◆ RECORDS PROVIDED ◆
****************

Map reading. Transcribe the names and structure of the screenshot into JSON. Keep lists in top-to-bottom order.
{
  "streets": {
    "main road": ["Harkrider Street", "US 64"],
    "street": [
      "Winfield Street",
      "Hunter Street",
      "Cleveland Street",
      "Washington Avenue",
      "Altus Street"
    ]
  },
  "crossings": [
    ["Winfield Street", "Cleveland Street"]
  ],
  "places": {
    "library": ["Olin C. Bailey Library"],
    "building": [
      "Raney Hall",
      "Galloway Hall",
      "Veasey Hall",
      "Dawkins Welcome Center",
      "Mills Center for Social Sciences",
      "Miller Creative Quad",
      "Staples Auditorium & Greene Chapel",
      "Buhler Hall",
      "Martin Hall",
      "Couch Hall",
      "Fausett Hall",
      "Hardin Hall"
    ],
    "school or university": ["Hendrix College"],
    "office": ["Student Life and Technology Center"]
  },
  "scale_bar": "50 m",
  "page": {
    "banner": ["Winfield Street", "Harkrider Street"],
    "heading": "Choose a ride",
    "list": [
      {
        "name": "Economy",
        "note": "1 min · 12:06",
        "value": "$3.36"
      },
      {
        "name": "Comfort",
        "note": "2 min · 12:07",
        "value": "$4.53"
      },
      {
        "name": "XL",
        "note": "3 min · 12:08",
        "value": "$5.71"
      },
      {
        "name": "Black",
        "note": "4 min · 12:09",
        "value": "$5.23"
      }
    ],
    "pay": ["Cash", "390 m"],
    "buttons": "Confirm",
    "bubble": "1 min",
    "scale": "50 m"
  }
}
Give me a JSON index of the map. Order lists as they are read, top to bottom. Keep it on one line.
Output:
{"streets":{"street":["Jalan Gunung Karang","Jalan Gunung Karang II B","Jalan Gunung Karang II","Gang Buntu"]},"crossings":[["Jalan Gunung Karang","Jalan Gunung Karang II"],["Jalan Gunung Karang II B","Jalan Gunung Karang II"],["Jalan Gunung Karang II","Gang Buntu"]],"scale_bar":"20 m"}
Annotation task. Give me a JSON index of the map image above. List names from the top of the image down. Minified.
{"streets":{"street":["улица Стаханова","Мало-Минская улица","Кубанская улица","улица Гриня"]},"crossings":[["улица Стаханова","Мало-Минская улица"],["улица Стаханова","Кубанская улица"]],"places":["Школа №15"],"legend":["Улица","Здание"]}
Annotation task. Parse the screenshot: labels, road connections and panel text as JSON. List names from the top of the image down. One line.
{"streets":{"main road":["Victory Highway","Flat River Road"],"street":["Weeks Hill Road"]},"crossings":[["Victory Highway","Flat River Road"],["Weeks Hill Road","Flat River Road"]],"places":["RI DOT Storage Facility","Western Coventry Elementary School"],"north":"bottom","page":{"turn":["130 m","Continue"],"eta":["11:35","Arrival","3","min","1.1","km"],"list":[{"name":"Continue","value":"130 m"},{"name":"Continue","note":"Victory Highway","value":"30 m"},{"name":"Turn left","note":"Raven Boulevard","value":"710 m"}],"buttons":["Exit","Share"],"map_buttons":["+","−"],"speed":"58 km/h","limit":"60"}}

****************

◆ WORK INSTRUCTION ◆
Retype all of the listing exactly, leaving out no line.

◆ WRITTEN RESPONSE ◆
Map reading. Transcribe the names and structure of the screenshot into JSON. Keep lists in top-to-bottom order.
{
  "streets": {
    "main road": ["Harkrider Street", "US 64"],
    "street": [
      "Winfield Street",
      "Hunter Street",
      "Cleveland Street",
      "Washington Avenue",
      "Altus Street"
    ]
  },
  "crossings": [
    ["Winfield Street", "Cleveland Street"]
  ],
  "places": {
    "library": ["Olin C. Bailey Library"],
    "building": [
      "Raney Hall",
      "Galloway Hall",
      "Veasey Hall",
      "Dawkins Welcome Center",
      "Mills Center for Social Sciences",
      "Miller Creative Quad",
      "Staples Auditorium & Greene Chapel",
      "Buhler Hall",
      "Martin Hall",
      "Couch Hall",
      "Fausett Hall",
      "Hardin Hall"
    ],
    "school or university": ["Hendrix College"],
    "office": ["Student Life and Technology Center"]
  },
  "scale_bar": "50 m",
  "page": {
    "banner": ["Winfield Street", "Harkrider Street"],
    "heading": "Choose a ride",
    "list": [
      {
        "name": "Economy",
        "note": "1 min · 12:06",
        "value": "$3.36"
      },
      {
        "name": "Comfort",
        "note": "2 min · 12:07",
        "value": "$4.53"
      },
      {
        "name": "XL",
        "note": "3 min · 12:08",
        "value": "$5.71"
      },
      {
        "name": "Black",
        "note": "4 min · 12:09",
        "value": "$5.23"
      }
    ],
    "pay": ["Cash", "390 m"],
    "buttons": "Confirm",
    "bubble": "1 min",
    "scale": "50 m"
  }
}
Give me a JSON index of the map. Order lists as they are read, top to bottom. Keep it on one line.
Output:
{"streets":{"street":["Jalan Gunung Karang","Jalan Gunung Karang II B","Jalan Gunung Karang II","Gang Buntu"]},"crossings":[["Jalan Gunung Karang","Jalan Gunung Karang II"],["Jalan Gunung Karang II B","Jalan Gunung Karang II"],["Jalan Gunung Karang II","Gang Buntu"]],"scale_bar":"20 m"}
Annotation task. Give me a JSON index of the map image above. List names from the top of the image down. Minified.
{"streets":{"street":["улица Стаханова","Мало-Минская улица","Кубанская улица","улица Гриня"]},"crossings":[["улица Стаханова","Мало-Минская улица"],["улица Стаханова","Кубанская улица"]],"places":["Школа №15"],"legend":["Улица","Здание"]}
Annotation task. Parse the screenshot: labels, road connections and panel text as JSON. List names from the top of the image down. One line.
{"streets":{"main road":["Victory Highway","Flat River Road"],"street":["Weeks Hill Road"]},"crossings":[["Victory Highway","Flat River Road"],["Weeks Hill Road","Flat River Road"]],"places":["RI DOT Storage Facility","Western Coventry Elementary School"],"north":"bottom","page":{"turn":["130 m","Continue"],"eta":["11:35","Arrival","3","min","1.1","km"],"list":[{"name":"Continue","value":"130 m"},{"name":"Continue","note":"Victory Highway","value":"30 m"},{"name":"Turn left","note":"Raven Boulevard","value":"710 m"}],"buttons":["Exit","Share"],"map_buttons":["+","−"],"speed":"58 km/h","limit":"60"}}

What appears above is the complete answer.